« Dring-dring ! »
Juste au moment où Su Cheng sortait du bureau du conseil des élèves, la cloche annonçant la fin des cours de l'après-midi retentit.
Le résultat était prévisible.
Le conseil des élèves n'avait aucun parti pris contre lui, et ils avaient même présenté toutes les preuves des méfaits d'Eddie sans hésiter. Eux aussi souhaitaient qu'Eddie subisse une sanction appropriée pour ses actes.
Malheureusement, les parents d'Eddie avaient dépêché un avocat renommé pour le défendre.
Après les dépositions et les plaidoiries, l'avocat invoqua le fait qu'Eddie étant âgé de moins de seize ans, l'école ne devait que critiquer et éduquer les élèves enfreignant le règlement intérieur, et non les exclure.
Comme punition, Eddie devrait travailler pour l'école pendant toutes ses vacances ce semestre.
D'ordinaire, un tel incident aurait valu une critique publique à l'échelle de l'établissement et un avertissement au dossier.
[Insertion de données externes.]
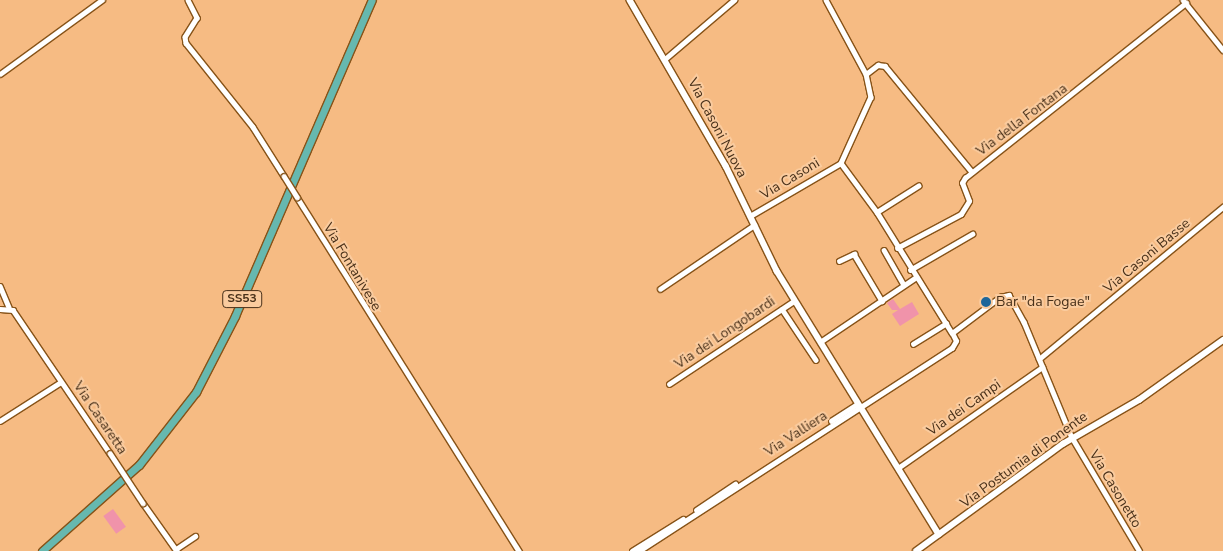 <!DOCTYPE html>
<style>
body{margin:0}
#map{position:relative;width:1223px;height:551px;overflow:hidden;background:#f6bb83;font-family:"Nunito Sans",sans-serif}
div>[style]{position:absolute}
.green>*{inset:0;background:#f093aa;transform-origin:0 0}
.roads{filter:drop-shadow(1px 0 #875318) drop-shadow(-1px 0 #875318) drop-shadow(0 1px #875318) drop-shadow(0 -1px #875318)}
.minor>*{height:4.5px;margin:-2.25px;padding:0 2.25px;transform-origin:2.25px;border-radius:2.25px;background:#fff}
.tertiary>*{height:5px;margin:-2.5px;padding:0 2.5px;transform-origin:2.5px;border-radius:2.5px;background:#fff}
.secondary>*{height:5.5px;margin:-2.75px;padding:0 2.75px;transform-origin:2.75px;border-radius:2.75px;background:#fff}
.trunk>*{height:7px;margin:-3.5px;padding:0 3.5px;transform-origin:3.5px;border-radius:3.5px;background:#66b8af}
.bridges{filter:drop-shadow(1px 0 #875318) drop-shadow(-1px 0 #875318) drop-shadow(0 1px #875318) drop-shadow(0 -1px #875318)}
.minor-bridge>*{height:4.5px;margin:-2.25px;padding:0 2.25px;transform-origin:2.25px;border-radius:2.25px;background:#fff}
.dots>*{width:14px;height:14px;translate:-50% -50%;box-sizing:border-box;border:2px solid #facb9e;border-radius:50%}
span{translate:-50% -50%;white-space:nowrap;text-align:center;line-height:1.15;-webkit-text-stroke:4px #facb9e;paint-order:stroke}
.shield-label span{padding:1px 4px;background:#facb9e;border:1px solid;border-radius:4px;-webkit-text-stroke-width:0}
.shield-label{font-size:12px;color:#483019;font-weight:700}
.street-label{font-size:14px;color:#483019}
.poi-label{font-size:14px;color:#483019}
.left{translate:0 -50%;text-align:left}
</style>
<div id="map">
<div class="green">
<div style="clip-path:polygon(893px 299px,900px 309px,912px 302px,919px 314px,900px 326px,892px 314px,898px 310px,892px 310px,887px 303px)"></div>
<div style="left:113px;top:509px;width:22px;height:12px;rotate:54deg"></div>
</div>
<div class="roads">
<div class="minor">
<div style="left:188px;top:0;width:20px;rotate:63deg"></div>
<div style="left:197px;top:18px;width:22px;rotate:122deg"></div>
<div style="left:185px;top:37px;width:6px;rotate:81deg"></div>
<div style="left:186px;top:43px;width:107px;rotate:51.4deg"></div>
<div style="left:253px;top:127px;width:58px;rotate:57.7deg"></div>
<div style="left:826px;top:0;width:84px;rotate:61.6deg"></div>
<div style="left:866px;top:74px;width:24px;rotate:78deg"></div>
<div style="left:871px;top:97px;width:72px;rotate:114.4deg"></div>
<div style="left:1183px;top:0;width:64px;rotate:51.3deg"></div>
<div style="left:665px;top:59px;width:91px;rotate:-40.5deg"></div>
<div style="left:0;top:74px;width:126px;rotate:-36deg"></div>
<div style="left:866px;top:74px;width:15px;rotate:-37deg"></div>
<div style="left:878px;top:65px;width:7px;rotate:8deg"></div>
<div style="left:885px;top:66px;width:137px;rotate:50.6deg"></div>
<div style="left:297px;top:197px;width:418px;rotate:57.9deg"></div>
<div style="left:877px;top:212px;width:49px;rotate:-32.4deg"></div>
<div style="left:750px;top:216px;width:105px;rotate:-30.2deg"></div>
<div style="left:841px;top:163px;width:61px;rotate:53.7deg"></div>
<div style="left:877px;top:212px;width:142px;rotate:58.2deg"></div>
<div style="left:952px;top:333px;width:60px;rotate:-36.9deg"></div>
<div style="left:1000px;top:297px;width:9px;rotate:-13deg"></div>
<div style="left:1009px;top:295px;width:31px;rotate:61deg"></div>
<div style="left:1024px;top:322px;width:126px;rotate:67.5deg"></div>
<div style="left:897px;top:248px;width:72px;rotate:-28deg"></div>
<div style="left:961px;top:214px;width:15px;rotate:-58deg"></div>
<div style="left:969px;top:201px;width:19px;rotate:-111deg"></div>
<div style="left:962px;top:183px;width:6px;rotate:-59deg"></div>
<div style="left:965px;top:178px;width:282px;rotate:-38.4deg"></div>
<div style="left:884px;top:250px;width:40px;rotate:60.3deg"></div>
<div style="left:839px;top:261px;width:17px;rotate:-25deg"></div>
<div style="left:854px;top:254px;width:55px;rotate:59.2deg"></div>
<div style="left:910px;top:270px;width:72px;rotate:-30.1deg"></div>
<div style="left:0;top:286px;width:23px;rotate:67deg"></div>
<div style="left:660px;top:289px;width:114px;rotate:-34.2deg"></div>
<div style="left:0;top:309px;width:13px;rotate:4deg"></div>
<div style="left:13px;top:310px;width:173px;rotate:55.9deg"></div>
<div style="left:782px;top:309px;width:61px;rotate:56.3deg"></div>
<div style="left:820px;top:342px;width:115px;rotate:-34deg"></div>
<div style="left:913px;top:344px;width:39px;rotate:-32deg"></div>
<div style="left:1039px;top:359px;width:239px;rotate:-39.6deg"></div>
<div style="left:669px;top:384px;width:150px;rotate:-33.6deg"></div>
<div style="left:0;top:421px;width:72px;rotate:-32.6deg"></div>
<div style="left:831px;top:421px;width:31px;rotate:-33deg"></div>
<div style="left:898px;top:468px;width:176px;rotate:-35deg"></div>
<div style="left:143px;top:503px;width:59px;rotate:54.7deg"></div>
<div style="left:696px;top:510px;width:47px;rotate:-33.7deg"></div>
<div style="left:176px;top:549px;width:23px;rotate:-34deg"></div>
<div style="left:632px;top:551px;width:60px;rotate:-32.1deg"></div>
<div style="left:639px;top:551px;width:373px;rotate:-33deg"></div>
<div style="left:952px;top:348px;width:8px;rotate:-60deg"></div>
<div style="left:956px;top:341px;width:9px;rotate:-117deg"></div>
</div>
<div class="tertiary">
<div style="left:1072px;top:438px;width:131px;rotate:59.3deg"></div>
</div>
<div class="secondary">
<div style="left:630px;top:0;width:192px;rotate:60deg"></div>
<div style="left:726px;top:166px;width:117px;rotate:64.1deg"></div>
<div style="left:777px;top:271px;width:309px;rotate:58.4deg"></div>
<div style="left:916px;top:551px;width:182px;rotate:-36.1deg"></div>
<div style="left:1063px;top:444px;width:88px;rotate:-30.1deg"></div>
<div style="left:1139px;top:400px;width:103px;rotate:-35.5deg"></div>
</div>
<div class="trunk">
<div style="left:42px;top:551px;width:130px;rotate:-41.6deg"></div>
<div style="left:139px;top:465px;width:93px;rotate:-52deg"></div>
<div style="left:196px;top:392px;width:85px;rotate:-62.8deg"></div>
<div style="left:235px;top:316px;width:344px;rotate:-66.6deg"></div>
</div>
</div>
<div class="bridges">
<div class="minor-bridge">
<div style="left:284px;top:176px;width:25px;rotate:58deg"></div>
<div style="left:110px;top:453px;width:60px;rotate:56.6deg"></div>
</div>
</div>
<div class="dots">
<div style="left:986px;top:302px;background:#1d669a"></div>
</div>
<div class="shield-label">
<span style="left:242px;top:299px">SS53</span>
</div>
<div class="street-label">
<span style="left:1022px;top:120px;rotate:-37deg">Via della Fontana</span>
<span style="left:717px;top:128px;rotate:62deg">Via Casoni Nuova</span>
<span style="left:790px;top:179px;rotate:-31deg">Via Casoni</span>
<span style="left:1147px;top:256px;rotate:-40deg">Via Casoni Basse</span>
<span style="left:352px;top:267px;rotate:59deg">Via Fontanivese</span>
<span style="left:725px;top:333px;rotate:-34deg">Via dei Longobardi</span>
<span style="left:964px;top:408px;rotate:-35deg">Via dei Campi</span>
<span style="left:100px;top:418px;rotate:56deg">Via Casaretta</span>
<span style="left:796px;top:434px;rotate:-33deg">Via Valliera</span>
<span style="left:1024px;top:460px;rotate:-36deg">Via Postumia di Ponente</span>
<span style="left:1115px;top:489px;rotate:59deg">Via Casonetto</span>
</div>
<div class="poi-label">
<span class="left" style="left:996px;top:302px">Bar "da Fogae"</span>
</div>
</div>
Mais pour une raison inconnue, l'administration semblait cacher quelque chose d'inavouable et a étouffé l'affaire purement et simplement.
Avant son départ, les membres du conseil des élèves présentèrent leurs excuses à Su Cheng, lui disant : « Si la présidente n'avait pas été envoyée en programme d'échange, ça ne se serait pas passé comme ça. »
Su Cheng comprit qu'il s'agissait d'une question d'influence. Il se contenta de sourire faiblement, sans y prêter plus d'attention.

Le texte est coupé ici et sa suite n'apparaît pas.